PLCgamma1 is essential for early events in integrin signalling required for cell motility.

Abstract

Cell motility is a critical event in many processes and is underlined by complex signalling interactions. Although many components have been implicated in different forms of cell migration, identification of early key mediators of these events has proved difficult. One potential signalling intermediate, PLCgamma1, has previously been implicated in growth-factor-mediated chemotaxis but its position and roles in more-complex motility events remain poorly understood. This study links PLCgamma1 to early, integrin-regulated changes leading to cell motility. The key role of PLCgamma1 was supported by findings that specific depletion of PLCgamma1 by small interfering (si)RNA, or by pharmacological inhibition, or the absence of this isoform in PLCgamma1(-/-) cells resulted in the failure to form cell protrusions and undergo cell spreading and elongation in response to integrin engagement. This integrin-PLCgamma1 pathway was shown to underlie motility processes involved in morphogenesis of endothelial cells on basement membranes and invasion of cancer cells into such three-dimensional matrices.
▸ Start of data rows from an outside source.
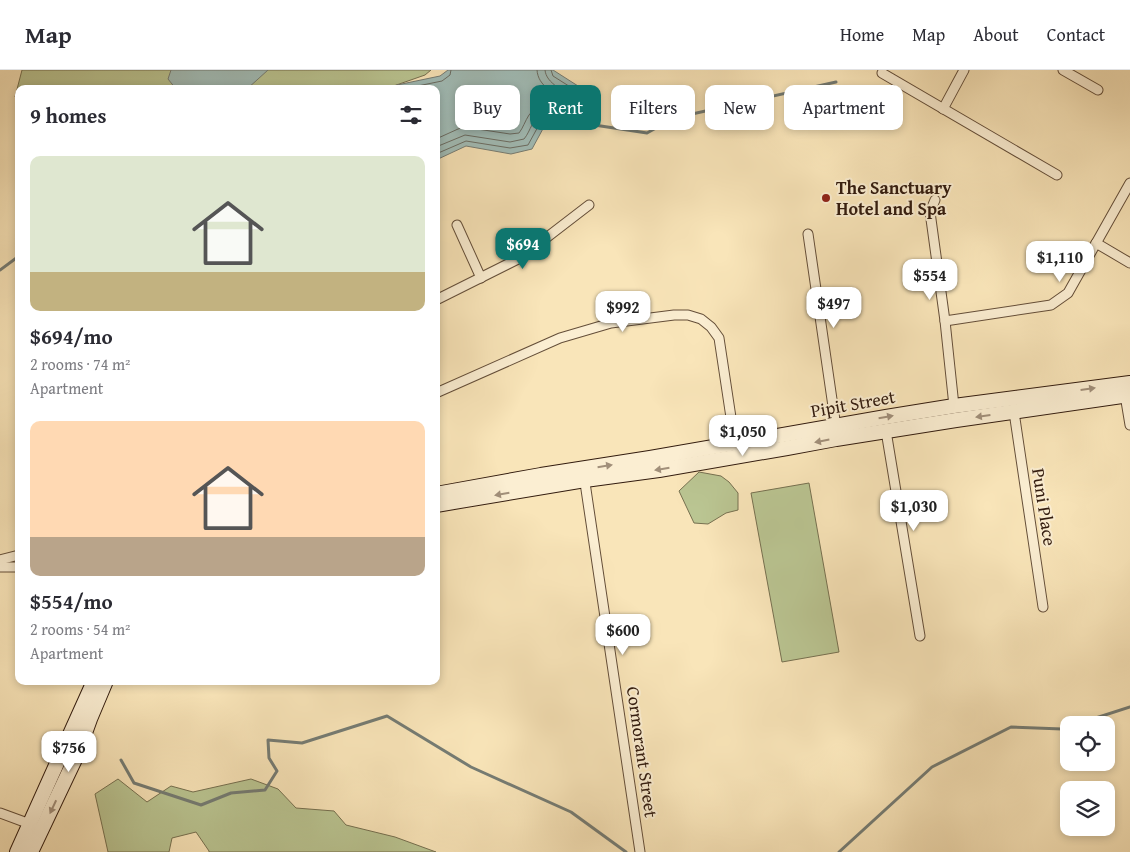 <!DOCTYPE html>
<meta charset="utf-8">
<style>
body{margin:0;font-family:"Gentium Book Plus",serif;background:#f7f7f7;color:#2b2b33;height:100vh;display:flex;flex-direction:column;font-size:19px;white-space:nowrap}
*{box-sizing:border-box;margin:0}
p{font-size:16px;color:#7c7c81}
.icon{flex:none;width:28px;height:28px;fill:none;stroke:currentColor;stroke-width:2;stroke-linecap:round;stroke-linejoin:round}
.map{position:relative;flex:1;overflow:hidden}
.panel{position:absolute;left:15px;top:15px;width:425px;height:600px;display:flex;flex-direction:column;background:#fff;border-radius:10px;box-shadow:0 2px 8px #0003}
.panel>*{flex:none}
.banner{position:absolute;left:455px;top:15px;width:475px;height:45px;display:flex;gap:10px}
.tools{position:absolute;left:1060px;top:646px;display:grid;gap:10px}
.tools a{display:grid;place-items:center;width:55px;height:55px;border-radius:10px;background:#fff;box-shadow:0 2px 8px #0003;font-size:25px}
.price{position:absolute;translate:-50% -42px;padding:0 11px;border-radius:10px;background:#fff;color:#222;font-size:16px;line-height:32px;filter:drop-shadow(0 1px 2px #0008)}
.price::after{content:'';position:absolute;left:50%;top:30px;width:15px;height:11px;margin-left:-8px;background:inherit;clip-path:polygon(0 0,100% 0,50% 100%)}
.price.active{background:#0f766e;color:#fff}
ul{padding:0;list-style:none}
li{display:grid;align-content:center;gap:10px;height:265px;padding:0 15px}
li span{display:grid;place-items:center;height:155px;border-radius:10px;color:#555}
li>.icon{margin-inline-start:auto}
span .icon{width:90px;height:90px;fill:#fffc;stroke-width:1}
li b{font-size:21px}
h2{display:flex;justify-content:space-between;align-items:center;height:60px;padding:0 15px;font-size:21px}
.pill{padding:0 18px;border-radius:10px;background:#fff;box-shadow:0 2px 8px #0003;font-size:18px;line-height:45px}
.pill.active{background:#0f766e;color:#fff}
header{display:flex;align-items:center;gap:30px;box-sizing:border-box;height:70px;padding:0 25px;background:#fff;border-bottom:1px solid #e1e1e2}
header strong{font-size:24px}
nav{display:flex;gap:28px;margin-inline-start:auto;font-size:18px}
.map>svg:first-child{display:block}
.green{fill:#bac592;stroke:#767050}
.water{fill:#a1bdb8;stroke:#757c74}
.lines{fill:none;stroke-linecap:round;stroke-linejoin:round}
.shore{stroke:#6a6c63;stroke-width:1}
.stream{stroke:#757c74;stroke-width:3}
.minor-casing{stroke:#644e39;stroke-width:11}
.secondary-casing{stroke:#321b0e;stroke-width:16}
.minor{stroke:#fbeed2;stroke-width:9}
.secondary{stroke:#fbeed2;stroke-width:14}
.oneway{fill:#a18f7a}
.poi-dot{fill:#8f2418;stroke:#fbeed2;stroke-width:2}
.labels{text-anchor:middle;stroke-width:4;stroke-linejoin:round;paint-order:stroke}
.poi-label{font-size:18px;font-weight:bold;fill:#321b0e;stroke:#fbeed2;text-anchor:start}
.street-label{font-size:18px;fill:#321b0e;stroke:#fbeed2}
</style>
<header>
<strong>Map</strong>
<nav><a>Home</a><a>Map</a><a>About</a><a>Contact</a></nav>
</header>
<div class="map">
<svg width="1130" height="782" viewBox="0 0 1130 782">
<rect width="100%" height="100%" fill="#f9e5b9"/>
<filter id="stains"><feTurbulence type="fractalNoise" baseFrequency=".004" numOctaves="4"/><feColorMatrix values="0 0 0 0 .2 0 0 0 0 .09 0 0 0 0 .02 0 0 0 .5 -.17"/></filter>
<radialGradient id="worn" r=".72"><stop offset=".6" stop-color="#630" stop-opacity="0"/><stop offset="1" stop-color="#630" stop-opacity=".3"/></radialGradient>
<g class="green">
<path d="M22 0H431L425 5 385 19H19V30L15 27Z"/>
<path d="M699 402 721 406 729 412 738 423V440L726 443 708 454 694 453 679 421Z"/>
<path d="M809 413 839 582 782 592 751 423Z"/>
<path d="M118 709 147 732 171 716 193 722 251 709 278 719 296 738 334 741 346 755 395 767 436 782H209V781L196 762 172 768 169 782H108L95 724Z"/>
</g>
<g class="water">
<path d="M171 0H268L247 19H176L168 9Z"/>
<path d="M448 0H553L589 23 584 54 545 55 532 79 511 84 466 76 436 90V19H385L397 15 440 6Z"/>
</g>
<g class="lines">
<g class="shore">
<path d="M403 19 442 11 450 5 451 0"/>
<path d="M436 69 458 59 464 57 510 64 519 63C523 58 525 51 529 45 538 33 555 37 567 35L568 33 567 31C555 23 538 17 537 0"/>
<path d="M436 77 465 65 510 72 524 69C531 61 532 47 544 44L574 42 576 28C565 21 546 14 545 0"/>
<path d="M436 84 466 71 510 78 528 75 540 53 543 51 579 48 583 25 553 6 551 0"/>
</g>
<g class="stream">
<path d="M581 53 647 63 674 48 836 12"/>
<path d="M0 200 19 186"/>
<path d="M1074 655 1130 637"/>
<path d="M121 690 134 713 201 735 231 723 265 720 277 701 269 688 268 670 302 673 387 646 471 697 571 742 626 782"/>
<path d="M839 782 932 697 1011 657 1062 659 1069 657"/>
</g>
<g class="minor-casing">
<g id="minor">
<path d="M1063 0 1098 20"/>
<path d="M882 3 1057 105"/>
<path d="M943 39 964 0"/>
<path d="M935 130 930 142 945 251 954 336"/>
<path d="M457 155 481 208"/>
<path d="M808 164 836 357"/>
<path d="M1096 173 1130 193"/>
<path d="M436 230 520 188 589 135"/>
<path d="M945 251 1051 235 1068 223 1130 113"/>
<path d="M436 323 560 268 611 253 674 245H688L701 249 711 257 719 268 735 374"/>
<path d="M1125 325 1130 355"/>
<path d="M1014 342 1043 537"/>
<path d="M886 361 920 566"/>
<path d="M584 406 640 782"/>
<path d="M0 490 19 485"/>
<path d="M0 497H19"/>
<path d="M0 743 30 754"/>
</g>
</g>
<g class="secondary-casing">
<g id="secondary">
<path d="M436 424 541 405 650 388 886 347 954 336 1130 313"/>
<path d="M436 435 585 410 659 400 787 378 836 369 956 350 1130 325"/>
<path d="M17 782 94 611"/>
<path d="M31 782 77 685 90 649 106 611"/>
</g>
</g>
<use href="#minor" class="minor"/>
<use href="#secondary" class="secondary"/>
</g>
<defs><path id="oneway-solid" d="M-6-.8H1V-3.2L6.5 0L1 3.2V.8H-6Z" transform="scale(1.25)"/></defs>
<g class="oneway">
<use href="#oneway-solid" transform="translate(1088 319) rotate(-8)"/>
<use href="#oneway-solid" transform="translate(983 346) rotate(172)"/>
<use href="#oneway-solid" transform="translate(886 347) rotate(-10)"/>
<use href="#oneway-solid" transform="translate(822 371) rotate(169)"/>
<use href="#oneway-solid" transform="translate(605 396) rotate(-9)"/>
<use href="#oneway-solid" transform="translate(662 399) rotate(171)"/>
<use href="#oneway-solid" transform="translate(502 424) rotate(170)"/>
<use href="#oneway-solid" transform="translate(53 737) rotate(115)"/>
</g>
<circle class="poi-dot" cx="826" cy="128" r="5"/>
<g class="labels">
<g class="poi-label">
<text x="836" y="124">The Sanctuary<tspan x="836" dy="21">Hotel and Spa</tspan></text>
</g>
<g class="street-label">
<text transform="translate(853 334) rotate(-10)" y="6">Pipit Street</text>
<text transform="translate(1044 437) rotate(81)" y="6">Puni Place</text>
<text transform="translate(642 682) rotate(82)" y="6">Cormorant Street</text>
</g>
</g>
<rect width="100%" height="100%" filter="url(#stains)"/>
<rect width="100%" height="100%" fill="url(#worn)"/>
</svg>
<div class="tools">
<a><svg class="icon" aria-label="locate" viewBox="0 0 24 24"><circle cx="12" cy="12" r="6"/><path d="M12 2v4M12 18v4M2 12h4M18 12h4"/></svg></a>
<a><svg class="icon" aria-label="layers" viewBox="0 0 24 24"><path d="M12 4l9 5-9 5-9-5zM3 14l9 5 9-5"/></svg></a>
</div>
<b class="price active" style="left:523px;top:200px">$694</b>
<b class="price" style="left:1060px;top:213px">$1,110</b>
<b class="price" style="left:930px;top:231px">$554</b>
<b class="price" style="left:834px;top:259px">$497</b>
<b class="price" style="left:623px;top:263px">$992</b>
<b class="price" style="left:743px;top:387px">$1,050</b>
<b class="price" style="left:914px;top:462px">$1,030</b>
<b class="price" style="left:623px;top:586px">$600</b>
<b class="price" style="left:69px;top:703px">$756</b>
<div class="banner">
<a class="pill">Buy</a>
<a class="pill active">Rent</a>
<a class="pill">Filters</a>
<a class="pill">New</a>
<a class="pill">Apartment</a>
</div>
<section class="panel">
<h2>9 homes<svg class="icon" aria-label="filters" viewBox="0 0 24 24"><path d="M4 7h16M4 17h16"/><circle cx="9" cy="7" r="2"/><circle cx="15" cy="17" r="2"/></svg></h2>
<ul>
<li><span style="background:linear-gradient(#dfe7d0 75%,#c2b280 0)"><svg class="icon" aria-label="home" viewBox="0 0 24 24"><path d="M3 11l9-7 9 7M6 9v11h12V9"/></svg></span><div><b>$694/mo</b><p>2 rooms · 74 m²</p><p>Apartment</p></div></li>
<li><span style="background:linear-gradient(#ffd9b3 75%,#b9a48a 0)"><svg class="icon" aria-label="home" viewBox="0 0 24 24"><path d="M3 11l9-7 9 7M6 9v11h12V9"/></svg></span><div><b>$554/mo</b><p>2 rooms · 54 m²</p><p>Apartment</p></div></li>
</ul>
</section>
</div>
By combining cellular and biochemical approaches, we have further characterized this signalling pathway. Upstream of PLCgamma1 activity, beta1 integrin and Src kinase are demonstrated to be essential for phosphorylation of PLCgamma1, formation of protein complexes and accumulation of intracellular calcium. Cancer cell invasion and the early morphological changes associated with cell motility were abolished by inhibition of beta1 integrin or Src. Our findings establish PLCgamma1 as a key player in integrin-mediated cell motility processes and identify other critical components of the signalling pathway involved in establishing a motile phenotype. This suggests a more general role for PLCgamma1 in cell motility, functioning as a mediator of both growth factor and integrin-initiated signals.